#### [REQUIRED WORK]
Check every line of the material below for the string "lists", and return the ones that have it.

▬▬▬

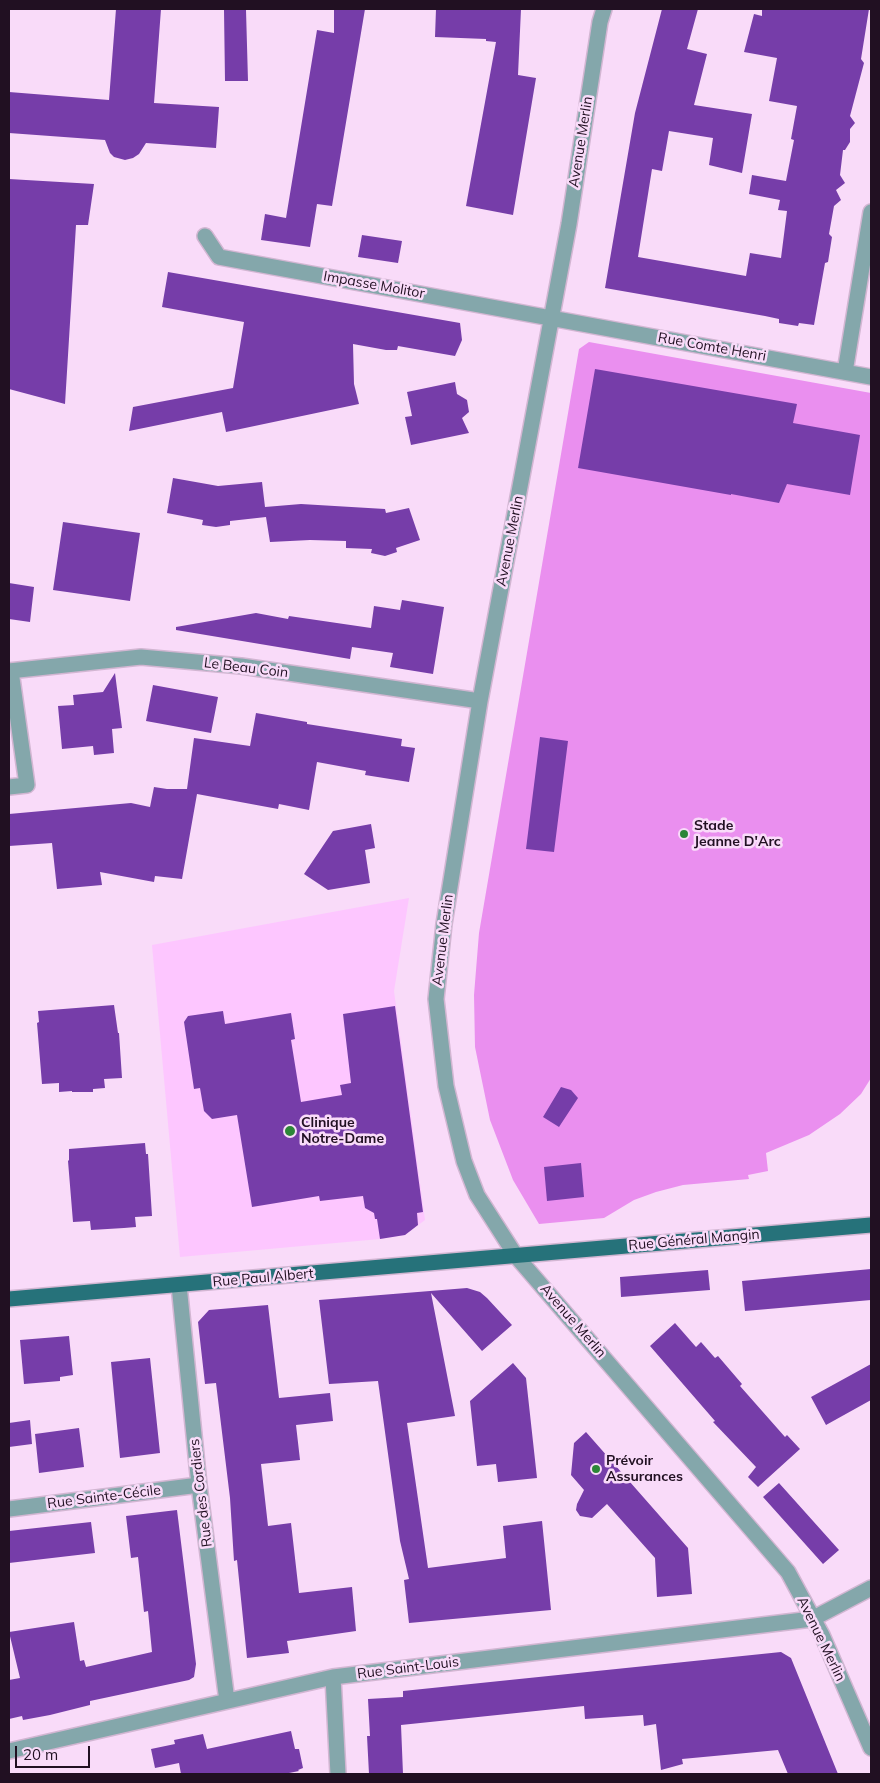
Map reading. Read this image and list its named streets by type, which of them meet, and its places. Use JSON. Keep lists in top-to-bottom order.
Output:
{
  "streets": {
    "main road": ["Rue Général Mangin", "Rue Paul Albert"],
    "street": [
      "Avenue Merlin",
      "Impasse Molitor",
      "Rue Comte Henri",
      "Le Beau Coin",
      "Rue des Cordiers",
      "Rue Sainte-Cécile",
      "Rue Saint-Louis"
    ]
  },
  "crossings": [
    ["Avenue Merlin", "Impasse Molitor"],
    ["Avenue Merlin", "Rue Comte Henri"],
    ["Avenue Merlin", "Le Beau Coin"],
    ["Avenue Merlin", "Rue Général Mangin"],
    ["Avenue Merlin", "Rue Paul Albert"],
    ["Avenue Merlin", "Rue Saint-Louis"],
    ["Impasse Molitor", "Rue Comte Henri"],
    ["Rue Général Mangin", "Rue Paul Albert"],
    ["Rue Paul Albert", "Rue des Cordiers"],
    ["Rue des Cordiers", "Rue Sainte-Cécile"],
    ["Rue des Cordiers", "Rue Saint-Louis"]
  ],
  "places": ["Stade Jeanne D'Arc", "Clinique Notre-Dame", "Prévoir Assurances"],
  "scale_bar": "20 m"
}
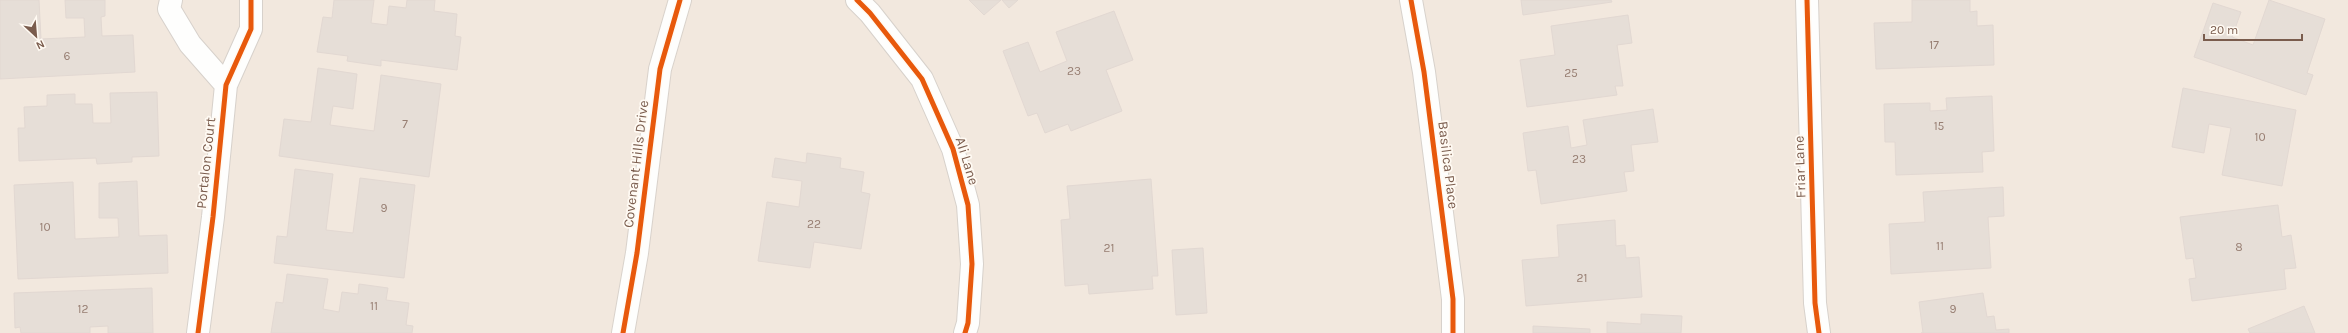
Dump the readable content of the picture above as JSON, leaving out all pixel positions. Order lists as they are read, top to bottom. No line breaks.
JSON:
{"streets":{"street":["Ali Lane","Portalon Court","Covenant Hills Drive","Basilica Place","Friar Lane"]},"house_numbers":["17","6","23","25","7","15","10","23","9","22","10","11","8","21","21","11","12","9"],"scale_bar":"20 m","north":"bottom right"}
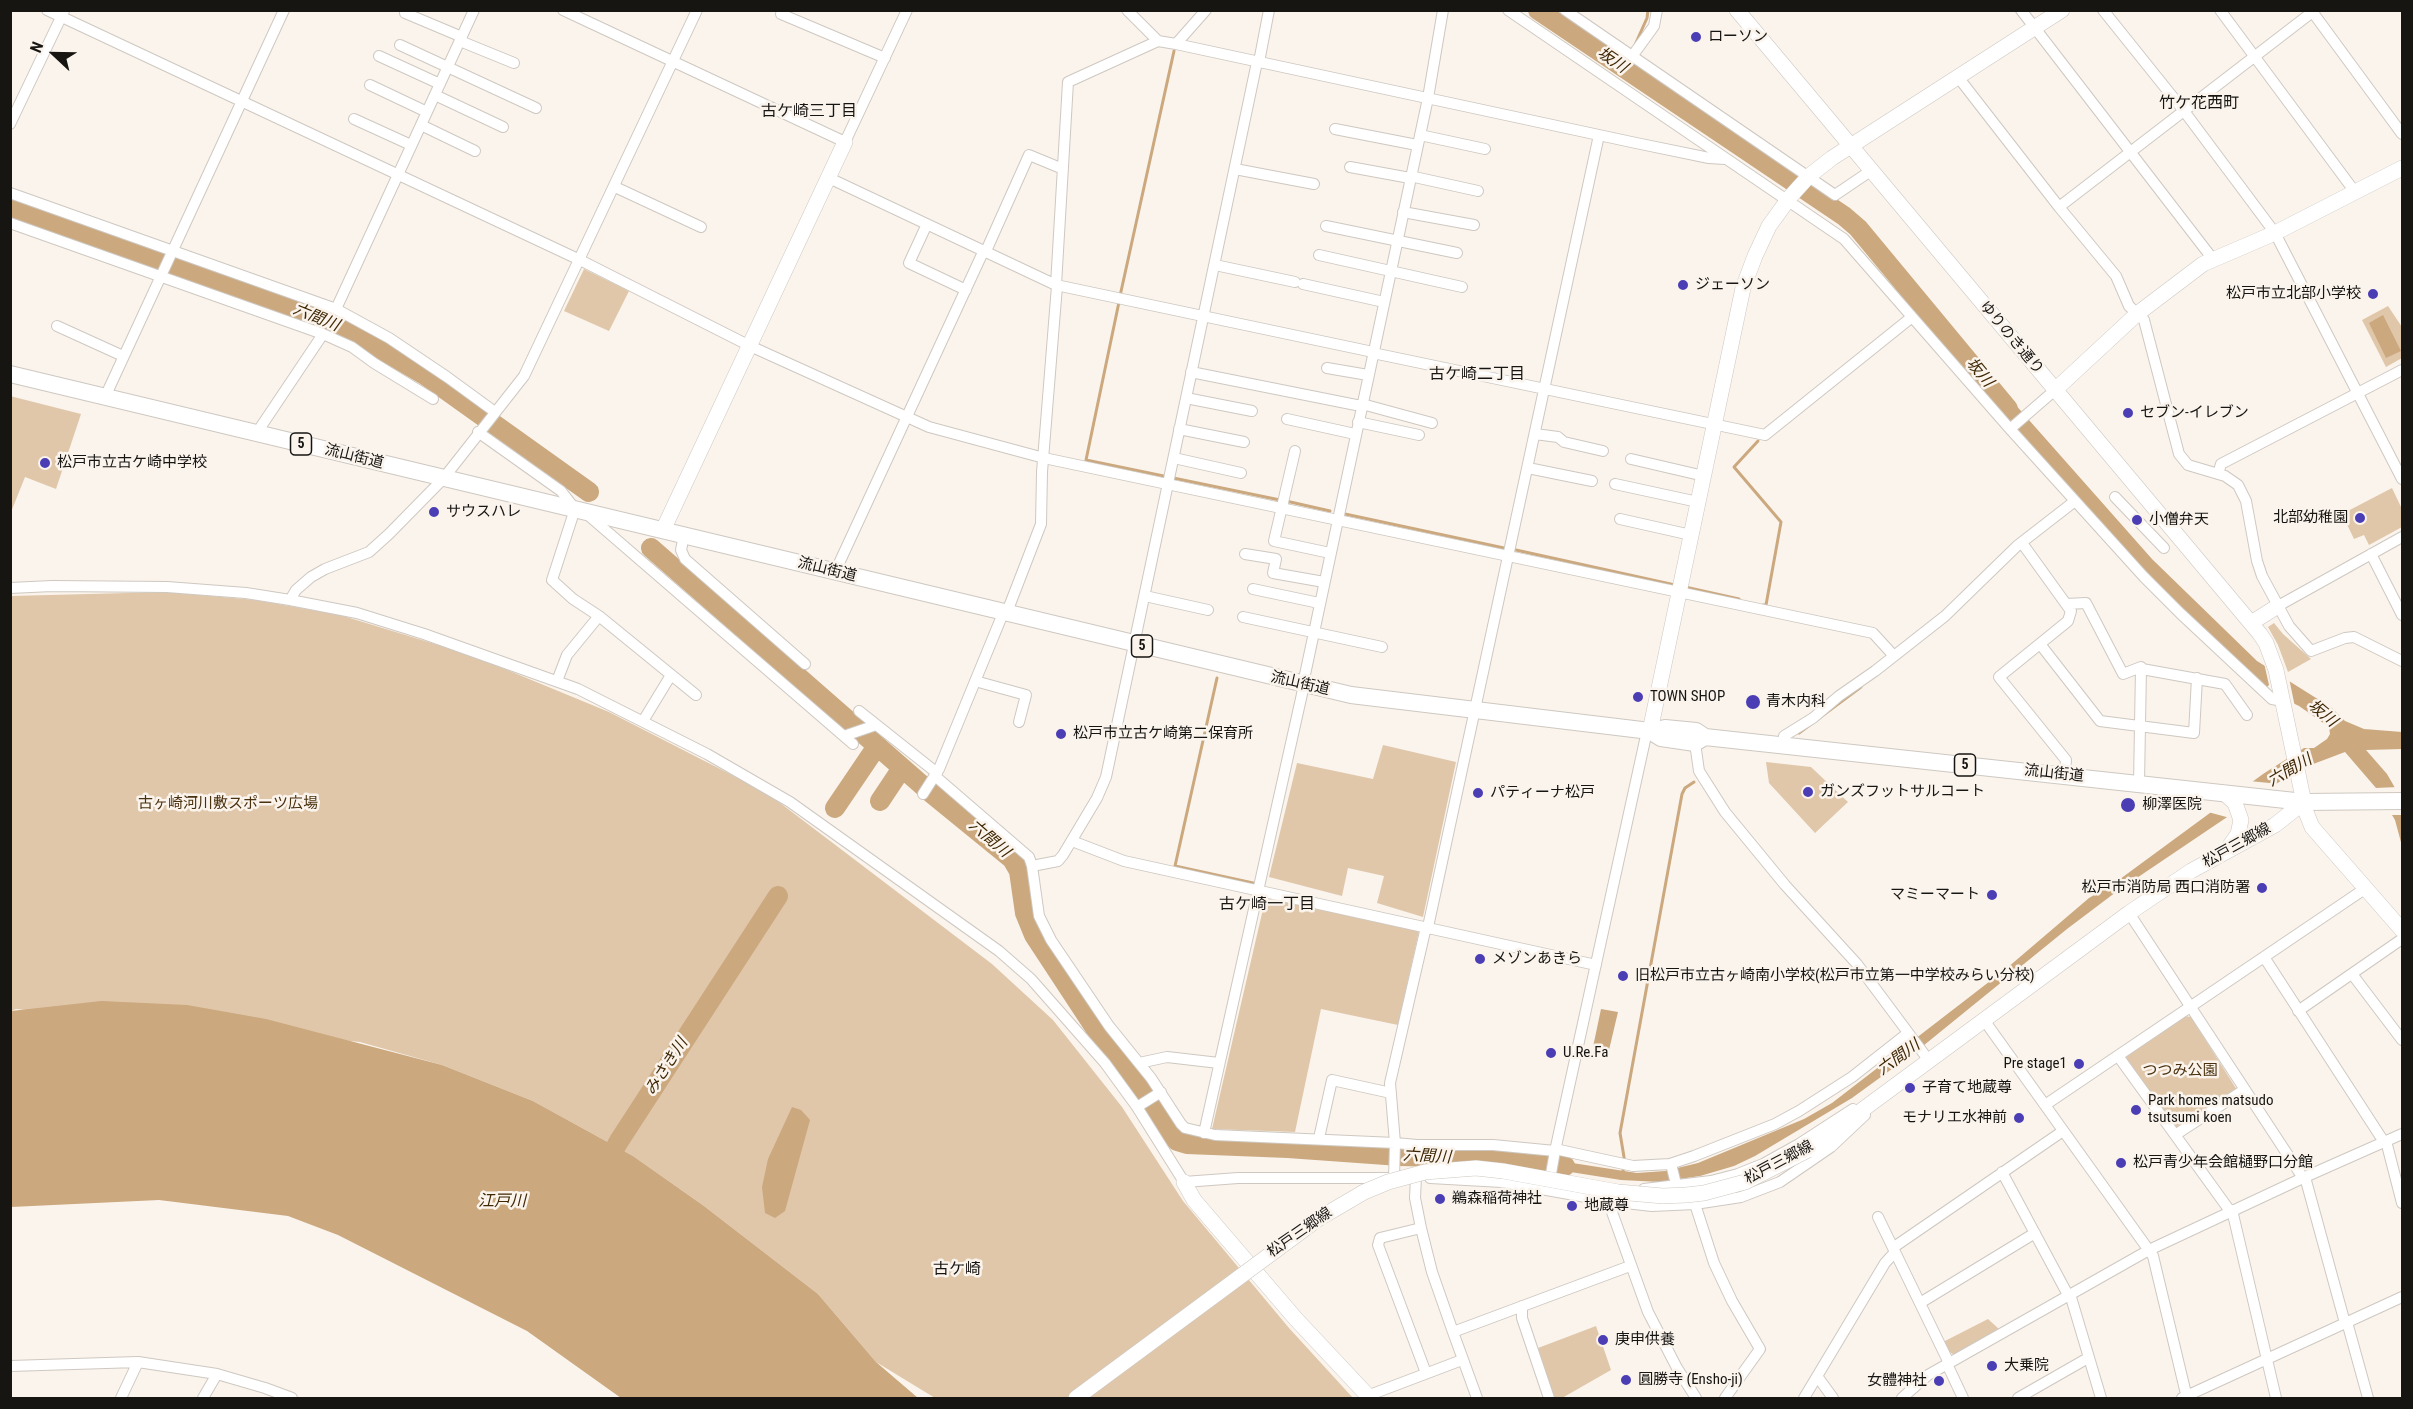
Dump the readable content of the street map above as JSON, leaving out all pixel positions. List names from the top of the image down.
{
  "streets": {
    "main road": ["5", "流山街道"],
    "street": ["ゆりのき通り", "松戸三郷線"]
  },
  "crossings": [
    ["ゆりのき通り", "流山街道"],
    ["ゆりのき通り", "松戸三郷線"],
    ["流山街道", "松戸三郷線"]
  ],
  "districts": [
    "竹ケ花西町",
    "古ケ崎三丁目",
    "古ケ崎二丁目",
    "古ケ崎一丁目",
    "古ケ崎"
  ],
  "water": [
    "坂川",
    "六間川",
    "みさき川",
    "江戸川"
  ],
  "parks": ["古ヶ崎河川敷スポーツ広場", "つつみ公園"],
  "places": [
    "ローソン",
    "ジェーソン",
    "松戸市立北部小学校",
    "セブン-イレブン",
    "松戸市立古ケ崎中学校",
    "サウスハレ",
    "北部幼稚園",
    "小僧弁天",
    "TOWN SHOP",
    "青木内科",
    "松戸市立古ケ崎第二保育所",
    "ガンズフットサルコート",
    "パティーナ松戸",
    "柳澤医院",
    "松戸市消防局 西口消防署",
    "マミーマート",
    "メゾンあきら",
    "旧松戸市立古ヶ崎南小学校(松戸市立第一中学校みらい分校)",
    "U.Re.Fa",
    "Pre stage1",
    "子育て地蔵尊",
    "Park homes matsudo tsutsumi koen",
    "モナリエ水神前",
    "松戸青少年会館樋野口分館",
    "鵜森稲荷神社",
    "地蔵尊",
    "庚申供養",
    "大乗院",
    "圓勝寺 (Ensho-ji)",
    "女體神社"
  ],
  "north": "left"
}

▬▬▬

#### [REPLY]
Map reading. Read this image and list its named streets by type, which of them meet, and its places. Use JSON. Keep lists in top-to-bottom order.
Dump the readable content of the picture above as JSON, leaving out all pixel positions. Order lists as they are read, top to bottom. No line breaks.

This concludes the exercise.